● **Assignment**
Leaving the pictures aside, restate all of the data exactly.

● **Given material**
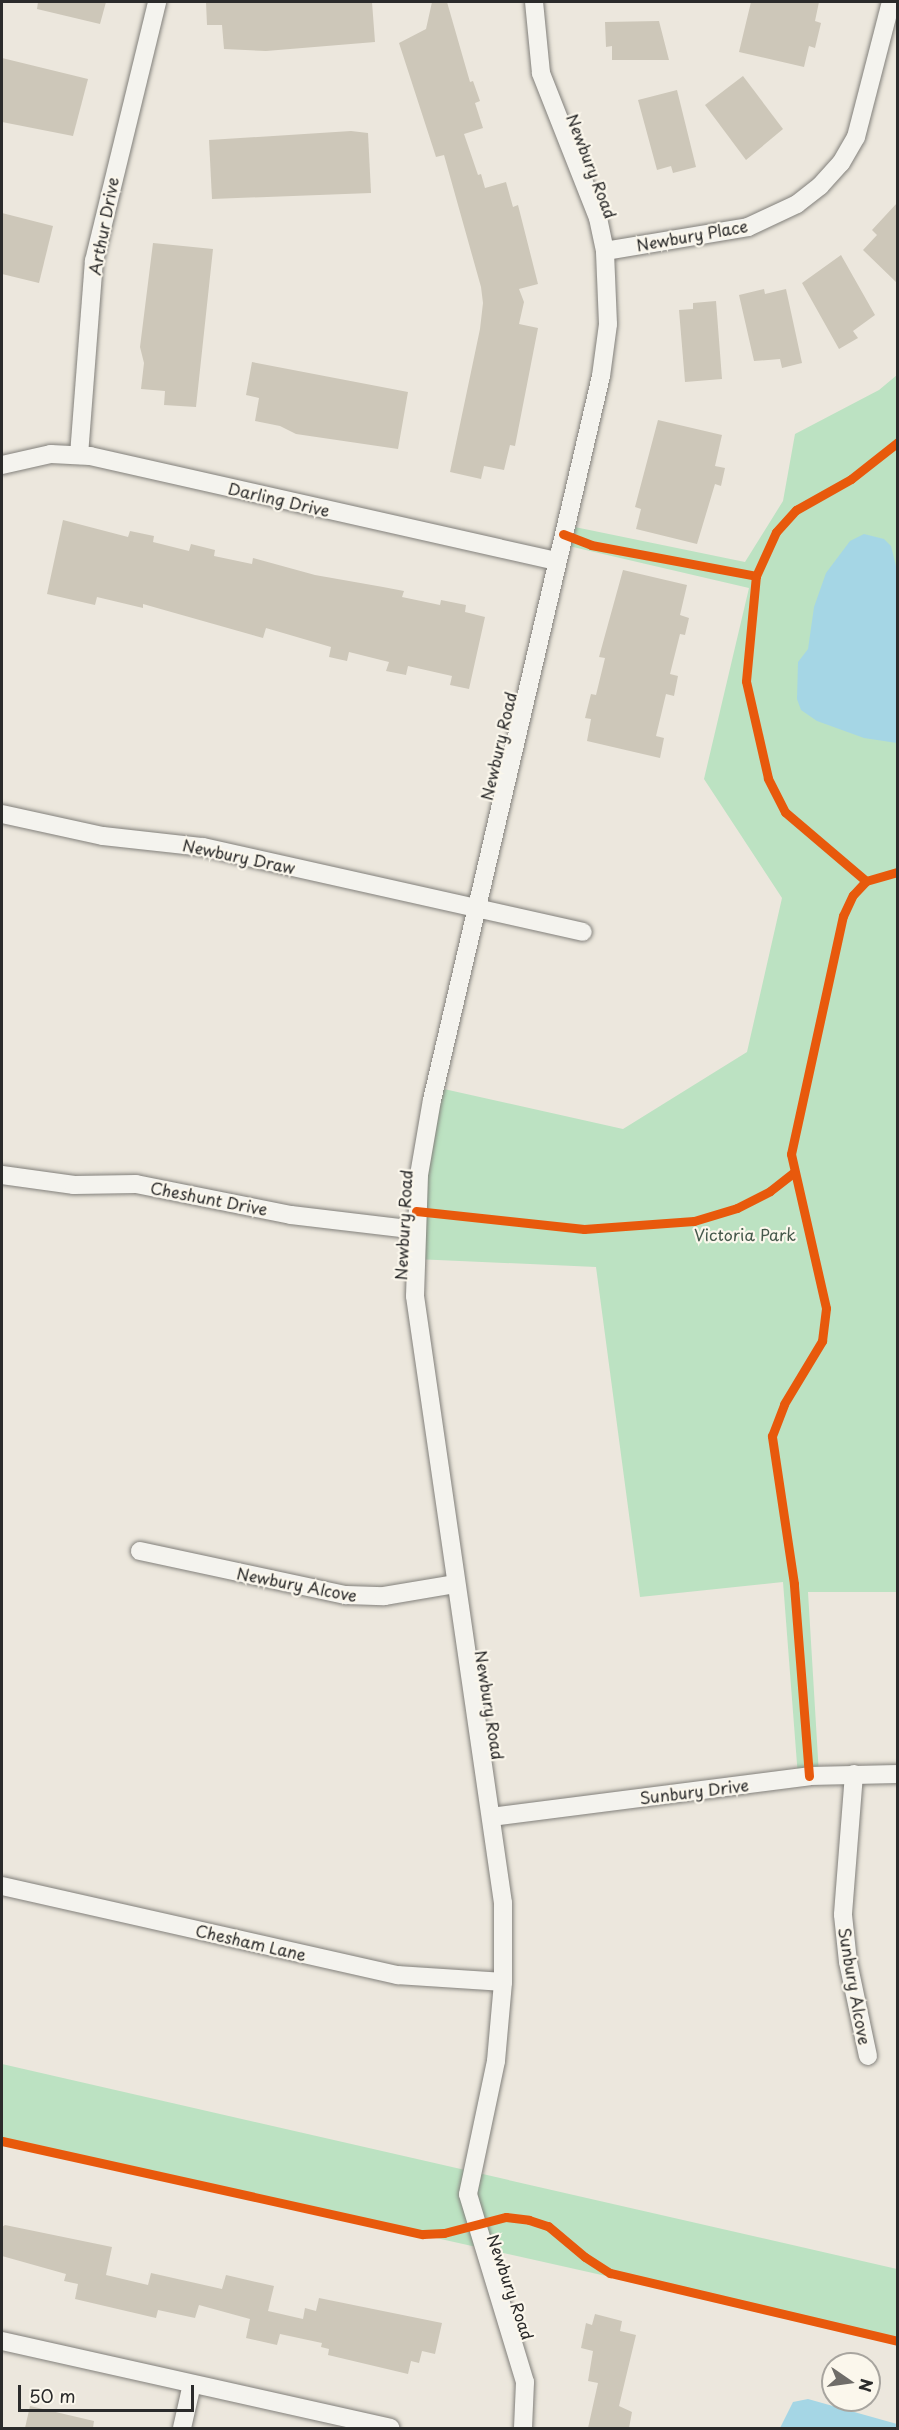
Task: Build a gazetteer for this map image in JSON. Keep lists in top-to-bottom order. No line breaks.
{"streets":{"street":["Newbury Road","Arthur Drive","Newbury Place","Darling Drive","Newbury Draw","Cheshunt Drive","Newbury Alcove","Sunbury Drive","Chesham Lane","Sunbury Alcove"]},"crossings":[["Newbury Road","Newbury Place"],["Newbury Road","Darling Drive"],["Newbury Road","Newbury Draw"],["Newbury Road","Cheshunt Drive"],["Newbury Road","Newbury Alcove"],["Newbury Road","Sunbury Drive"],["Newbury Road","Chesham Lane"],["Arthur Drive","Darling Drive"],["Sunbury Drive","Sunbury Alcove"]],"parks":["Victoria Park"],"scale_bar":"50 m","north":"right"}
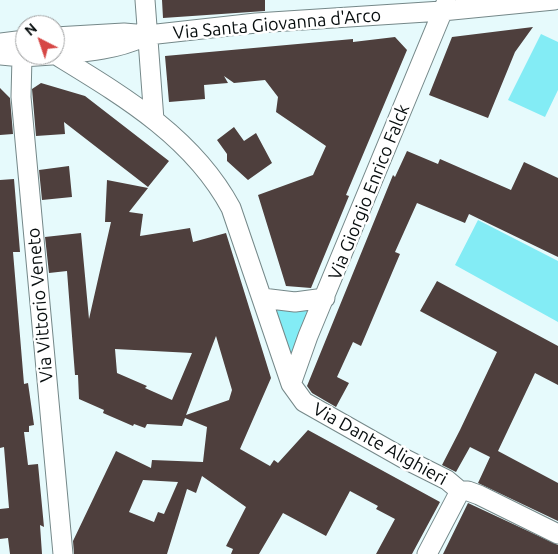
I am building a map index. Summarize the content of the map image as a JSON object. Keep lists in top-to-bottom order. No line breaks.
{"streets":{"street":["Via Santa Giovanna d'Arco","Via Giorgio Enrico Falck","Via Vittorio Veneto","Via Dante Alighieri"]},"crossings":[["Via Santa Giovanna d'Arco","Via Giorgio Enrico Falck"],["Via Giorgio Enrico Falck","Via Dante Alighieri"]],"north":"top left"}
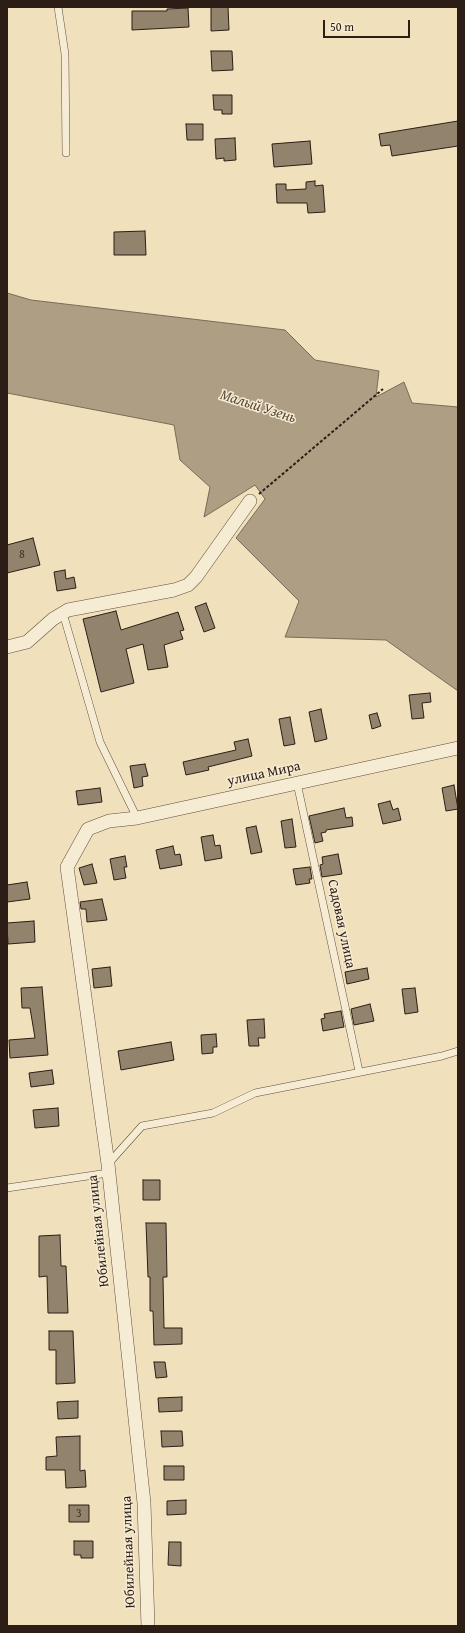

● **Your solution**
Task: Build a gazetteer for this map image in JSON. Keep lists in top-to-bottom order. No line breaks.
{"streets":{"street":["Newbury Road","Arthur Drive","Newbury Place","Darling Drive","Newbury Draw","Cheshunt Drive","Newbury Alcove","Sunbury Drive","Chesham Lane","Sunbury Alcove"]},"crossings":[["Newbury Road","Newbury Place"],["Newbury Road","Darling Drive"],["Newbury Road","Newbury Draw"],["Newbury Road","Cheshunt Drive"],["Newbury Road","Newbury Alcove"],["Newbury Road","Sunbury Drive"],["Newbury Road","Chesham Lane"],["Arthur Drive","Darling Drive"],["Sunbury Drive","Sunbury Alcove"]],"parks":["Victoria Park"],"scale_bar":"50 m","north":"right"}
I am building a map index. Summarize the content of the map image as a JSON object. Keep lists in top-to-bottom order. No line breaks.
{"streets":{"street":["Via Santa Giovanna d'Arco","Via Giorgio Enrico Falck","Via Vittorio Veneto","Via Dante Alighieri"]},"crossings":[["Via Santa Giovanna d'Arco","Via Giorgio Enrico Falck"],["Via Giorgio Enrico Falck","Via Dante Alighieri"]],"north":"top left"}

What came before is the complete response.